- _Problem requirements_
Show all lines below holding the string "nowrap".
===== Information shown =====
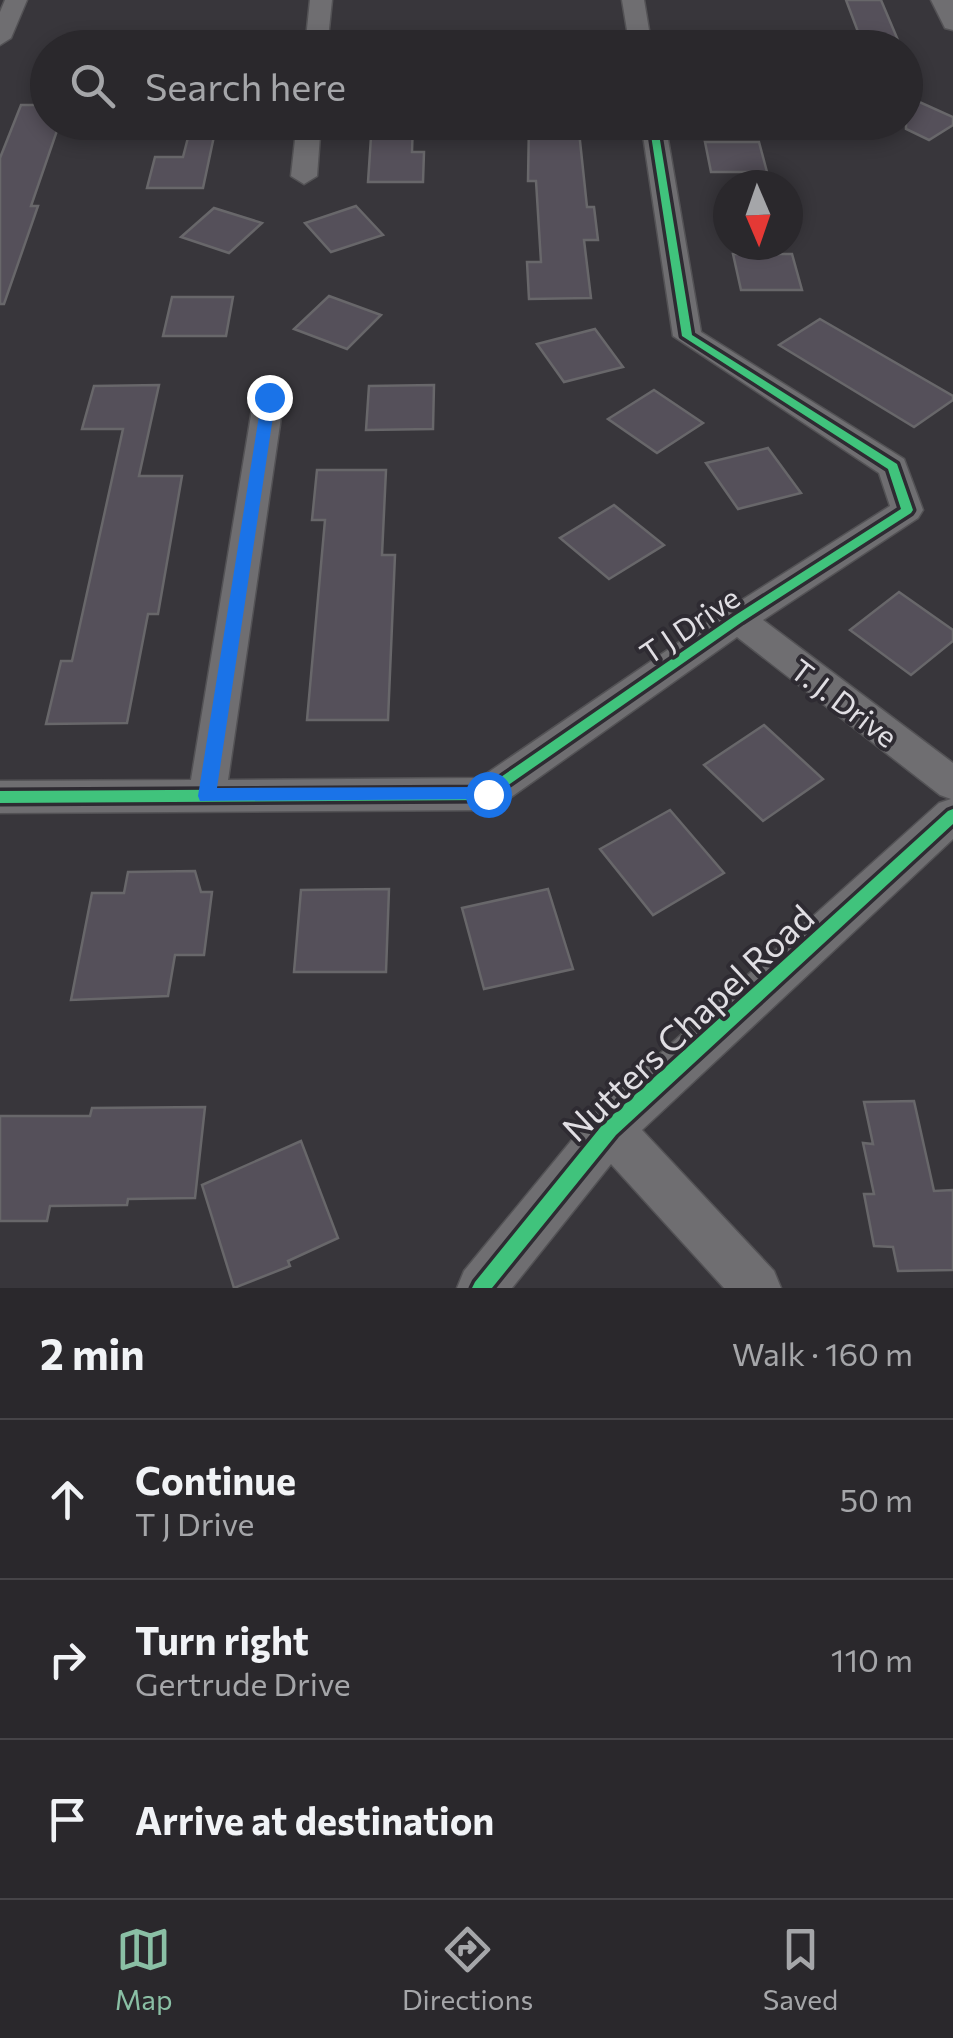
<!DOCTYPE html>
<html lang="en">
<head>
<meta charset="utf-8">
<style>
	:root { --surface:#2a282c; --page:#323034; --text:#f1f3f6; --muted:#a5a6a9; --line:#464448; --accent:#8abfa5 }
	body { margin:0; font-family:Commissioner,sans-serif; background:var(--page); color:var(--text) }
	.compass { position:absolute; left:713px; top:170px; width:90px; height:90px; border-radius:50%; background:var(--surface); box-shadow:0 5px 15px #0003; rotate:178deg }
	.stop { position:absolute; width:30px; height:30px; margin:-22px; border:8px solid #1a73e8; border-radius:50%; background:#fff }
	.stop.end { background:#1a73e8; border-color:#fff; box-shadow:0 2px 10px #0008 }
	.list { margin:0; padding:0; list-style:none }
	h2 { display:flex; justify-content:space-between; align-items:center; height:130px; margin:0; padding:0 40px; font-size:42px }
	h2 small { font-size:32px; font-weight:400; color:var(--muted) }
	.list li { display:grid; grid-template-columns:65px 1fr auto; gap:30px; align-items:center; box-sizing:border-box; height:160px; padding:0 40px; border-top:2px solid var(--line) }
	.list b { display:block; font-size:38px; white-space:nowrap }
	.list p { margin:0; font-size:32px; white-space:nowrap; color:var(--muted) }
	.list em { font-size:32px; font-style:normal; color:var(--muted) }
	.icon { flex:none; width:55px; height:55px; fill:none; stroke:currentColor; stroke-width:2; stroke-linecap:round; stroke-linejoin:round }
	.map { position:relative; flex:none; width:953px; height:1288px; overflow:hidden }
	.search { position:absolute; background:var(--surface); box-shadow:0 5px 15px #0003; left:30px; right:30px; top:30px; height:110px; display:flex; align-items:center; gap:25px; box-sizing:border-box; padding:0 35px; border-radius:55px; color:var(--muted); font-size:38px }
	.sheet { height:610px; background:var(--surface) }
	nav { display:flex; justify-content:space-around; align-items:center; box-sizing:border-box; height:140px; border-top:2px solid var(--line); background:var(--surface); font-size:28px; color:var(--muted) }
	nav a { display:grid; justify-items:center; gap:5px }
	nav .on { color:var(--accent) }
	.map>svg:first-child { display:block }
	.building { fill:#55505a; stroke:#68676a; stroke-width:2.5 }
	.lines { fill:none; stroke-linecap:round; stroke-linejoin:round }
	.minor-casing { stroke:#535255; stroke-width:3 }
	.minor { fill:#6f6e71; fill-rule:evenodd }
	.cycleway-casing { stroke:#2e2b32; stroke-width:7 }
	.cycleway { fill:#40c37c; fill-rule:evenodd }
	.route { fill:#1a73e8 }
	.labels { text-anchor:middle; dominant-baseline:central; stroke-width:8; stroke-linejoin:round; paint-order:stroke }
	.street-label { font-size:30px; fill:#e0dee3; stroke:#2e2b32 }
	.near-street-label { font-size:35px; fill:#e0dee3; stroke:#2e2b32 }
</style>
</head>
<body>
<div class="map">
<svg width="953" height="1288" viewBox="0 0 953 1288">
	<rect width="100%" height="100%" fill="#38363b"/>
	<g class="building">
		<path d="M846,0H881L900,45H863Z"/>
		<path d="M906,96L953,117V125L929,140L906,129Z"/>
		<path d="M21,105H48V122H60L31,206H38L4,304H0V158Z"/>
		<path d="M192,122H217L203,188H147L155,157H183Z"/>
		<path d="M372,122H413L412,152H424L423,182H368Z"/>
		<path d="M529,122H578L587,207H594L598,240H584L591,298L529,299L527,262H541L536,181H528Z"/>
		<path d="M705,142H759L767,172H711Z"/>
		<path d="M356,206L383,235L331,252L305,223Z"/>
		<path d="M214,208L262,223L229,253L181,237Z"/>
		<path d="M733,254H792L802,290H741Z"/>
		<path d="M329,296L381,315L347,349L294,329Z"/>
		<path d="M172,297H233L226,336H163Z"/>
		<path d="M820,319L953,396V400L914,427L779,345Z"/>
		<path d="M595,329L623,367L564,382L537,344Z"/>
		<path d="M159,385L139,476H182L158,614H148L127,723L46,724L61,661H72L123,429H82L94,386Z"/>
		<path d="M434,385L433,429L366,430L369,386Z"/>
		<path d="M654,390L703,423L657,453L608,419Z"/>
		<path d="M768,448L801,493L738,509L706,463Z"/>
		<path d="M317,470H386L382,555H395L388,720H307L325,520H312Z"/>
		<path d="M614,505L664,545L609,579L560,538Z"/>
		<path d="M899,592L953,630V641L911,675L850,630Z"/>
		<path d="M764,725L823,779L763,821L704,765Z"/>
		<path d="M670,810L724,873L653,915L600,849Z"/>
		<path d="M195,871L201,892H212L204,955H175L168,996L71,1000L92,893H124L128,872Z"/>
		<path d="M389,889L386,972H294L301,890Z"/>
		<path d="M548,889L573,969L484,989L462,908Z"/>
		<path d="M914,1101L934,1191L953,1190V1270L898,1271L893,1247L874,1246L864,1194H874L863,1143L873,1144L864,1102Z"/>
		<path d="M205,1107L195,1198L128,1199L127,1205L50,1206L47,1221H0V1116H90L92,1108Z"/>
		<path d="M301,1141L338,1238L288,1261L290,1266L234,1288L202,1185Z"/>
	</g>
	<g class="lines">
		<defs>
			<g id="minor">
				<path d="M5,0H27L11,38L0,45V12Z"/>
				<path d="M310,0H332L327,48H305Z"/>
				<path d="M622,0H644L652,48H630Z"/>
				<path d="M931,0H953V30L945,28Z"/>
				<path d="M297,122H321L317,176L304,184L291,176Z"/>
				<path d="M641,122H665L701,332L904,459L923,510L918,518L763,620L953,763V839L642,1130L774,1271L781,1288H724L611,1164L512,1288H457L464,1271L594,1113L939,803L951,799L940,795L737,637L500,805L487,810L0,813V781L191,780L254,397L258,390H280L284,397L228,780L480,778L726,610L890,506L879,473L673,336Z"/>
			</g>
		</defs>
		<use href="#minor" class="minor-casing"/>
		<use href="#minor" class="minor"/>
		<defs>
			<g id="cycleway">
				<path d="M649,122H657L692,335L897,464L913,510L911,513L742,622L487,800L0,803V791L485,788L734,616L901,509L888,469L682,336Z"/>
				<path d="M953,809V824L616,1135L492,1288H472L475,1282L604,1123L948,811Z"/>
			</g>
		</defs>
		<use href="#cycleway" class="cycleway-casing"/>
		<use href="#cycleway" class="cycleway"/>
	</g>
	<path class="route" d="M269,392L276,397L217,788L488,787L496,794L494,799L200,801L198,796L262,397Z"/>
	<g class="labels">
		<g class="street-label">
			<text transform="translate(689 624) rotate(-34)">T J Drive</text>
			<text transform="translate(845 702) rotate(37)">T. J. Drive</text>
		</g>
		<g class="near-street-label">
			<text transform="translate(687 1022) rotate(-43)">Nutters Chapel Road</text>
		</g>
	</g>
</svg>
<svg class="compass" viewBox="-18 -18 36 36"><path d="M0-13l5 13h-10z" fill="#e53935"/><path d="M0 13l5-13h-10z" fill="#a5a6a9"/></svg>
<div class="stop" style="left:488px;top:794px"></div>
<div class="stop end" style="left:269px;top:397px"></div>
<div class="search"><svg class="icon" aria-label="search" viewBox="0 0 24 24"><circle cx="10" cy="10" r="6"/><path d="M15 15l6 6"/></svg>Search here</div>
</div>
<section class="sheet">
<h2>2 min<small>Walk · 160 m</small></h2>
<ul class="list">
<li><svg class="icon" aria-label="ahead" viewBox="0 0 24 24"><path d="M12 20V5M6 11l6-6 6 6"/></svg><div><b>Continue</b><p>T J Drive</p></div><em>50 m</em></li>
<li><svg class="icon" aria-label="right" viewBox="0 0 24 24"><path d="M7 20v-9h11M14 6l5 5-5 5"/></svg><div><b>Turn right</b><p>Gertrude Drive</p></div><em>110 m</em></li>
<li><svg class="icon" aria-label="arrive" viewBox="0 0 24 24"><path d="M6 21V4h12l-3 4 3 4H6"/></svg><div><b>Arrive at destination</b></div></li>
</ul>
</section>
<nav>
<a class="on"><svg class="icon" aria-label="map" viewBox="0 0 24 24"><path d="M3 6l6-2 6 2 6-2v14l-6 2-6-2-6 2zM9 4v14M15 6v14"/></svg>Map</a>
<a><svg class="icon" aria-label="directions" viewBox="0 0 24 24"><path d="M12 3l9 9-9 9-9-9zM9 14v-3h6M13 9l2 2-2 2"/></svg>Directions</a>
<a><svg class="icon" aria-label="saved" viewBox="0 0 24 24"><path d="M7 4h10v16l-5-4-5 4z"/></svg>Saved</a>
</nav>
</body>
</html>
=====
- _Exercise solution_
	.list b { display:block; font-size:38px; white-space:nowrap }
	.list p { margin:0; font-size:32px; white-space:nowrap; color:var(--muted) }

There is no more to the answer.